Items listed in a dataset
================================

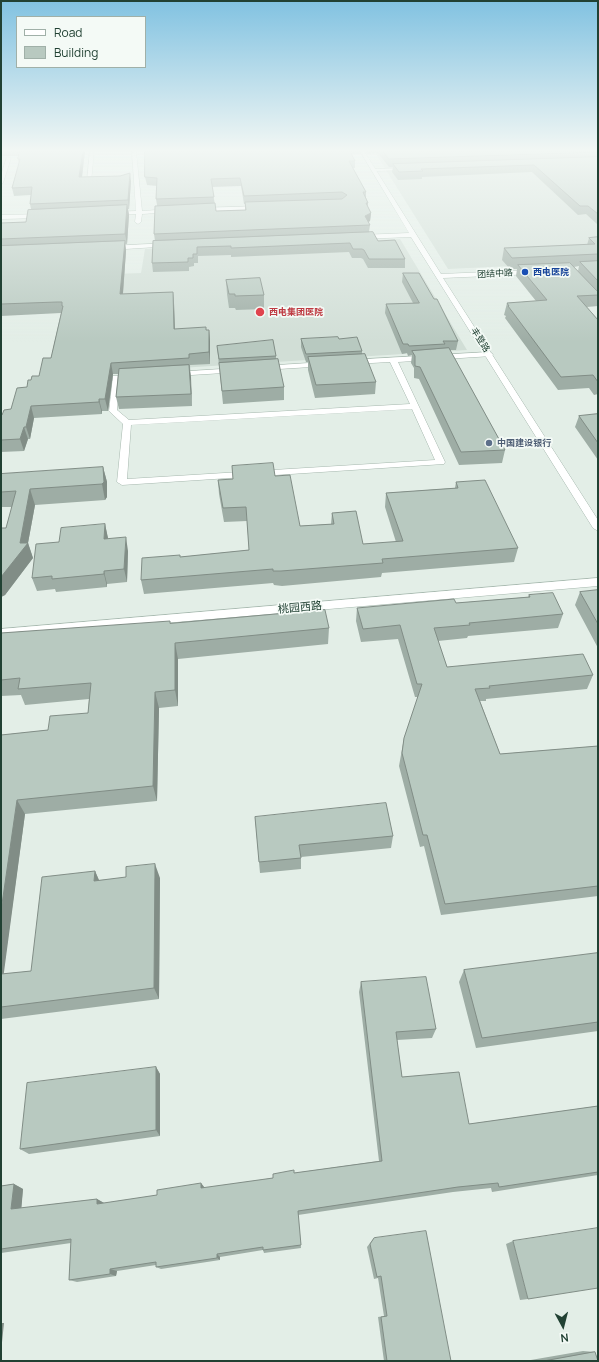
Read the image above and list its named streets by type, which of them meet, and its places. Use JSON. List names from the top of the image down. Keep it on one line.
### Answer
{"streets":{"street":["团结中路","丰登路","桃园西路"]},"crossings":[["团结中路","丰登路"]],"places":["西电医院","西电集团医院","中国建设银行"],"legend":["Road","Building"],"north":"bottom"}
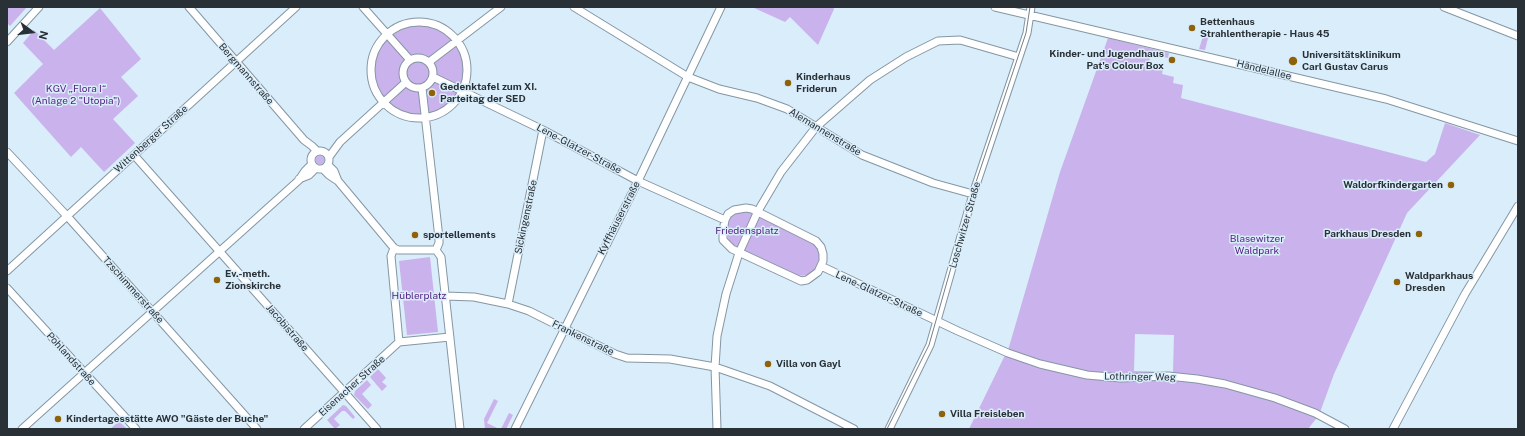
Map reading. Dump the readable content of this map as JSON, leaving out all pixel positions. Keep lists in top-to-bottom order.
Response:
{
  "streets": {
    "street": [
      "Händelallee",
      "Bergmannstraße",
      "Alemannenstraße",
      "Wittenberger Straße",
      "Lene-Glatzer-Straße",
      "Sickingenstraße",
      "Kyffhäuserstraße",
      "Loschwitzer Straße",
      "Tzschimmerstraße",
      "Jacobistraße",
      "Frankenstraße",
      "Pohlandstraße",
      "Lothringer Weg",
      "Eisenacher Straße"
    ]
  },
  "crossings": [
    ["Händelallee", "Loschwitzer Straße"],
    ["Bergmannstraße", "Wittenberger Straße"],
    ["Alemannenstraße", "Kyffhäuserstraße"],
    ["Alemannenstraße", "Loschwitzer Straße"],
    ["Wittenberger Straße", "Tzschimmerstraße"],
    ["Wittenberger Straße", "Jacobistraße"],
    ["Lene-Glatzer-Straße", "Sickingenstraße"],
    ["Lene-Glatzer-Straße", "Kyffhäuserstraße"],
    ["Lene-Glatzer-Straße", "Loschwitzer Straße"],
    ["Lene-Glatzer-Straße", "Lothringer Weg"],
    ["Sickingenstraße", "Frankenstraße"],
    ["Kyffhäuserstraße", "Frankenstraße"],
    ["Loschwitzer Straße", "Lothringer Weg"],
    ["Jacobistraße", "Eisenacher Straße"]
  ],
  "parks": [
    "KGV „Flora I“ (Anlage 2 \"Utopia\")",
    "Friedensplatz",
    "Blasewitzer Waldpark",
    "Hüblerplatz"
  ],
  "places": [
    "Bettenhaus Strahlentherapie - Haus 45",
    "Kinder- und Jugendhaus Pat's Colour Box",
    "Universitätsklinikum Carl Gustav Carus",
    "Kinderhaus Friderun",
    "Gedenktafel zum XI. Parteitag der SED",
    "Waldorfkindergarten",
    "Parkhaus Dresden",
    "sportellements",
    "Ev.-meth. Zionskirche",
    "Waldparkhaus Dresden",
    "Villa von Gayl",
    "Villa Freisleben",
    "Kindertagesstätte AWO \"Gäste der Buche\""
  ],
  "north": "right"
}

================================

For this exercise, copy every line of the data that holds "places".

Read the image above and list its named streets by type, which of them meet, and its places. Use JSON. List names from the top of the image down. Keep it on one line.
{"streets":{"street":["团结中路","丰登路","桃园西路"]},"crossings":[["团结中路","丰登路"]],"places":["西电医院","西电集团医院","中国建设银行"],"legend":["Road","Building"],"north":"bottom"}
  "places": [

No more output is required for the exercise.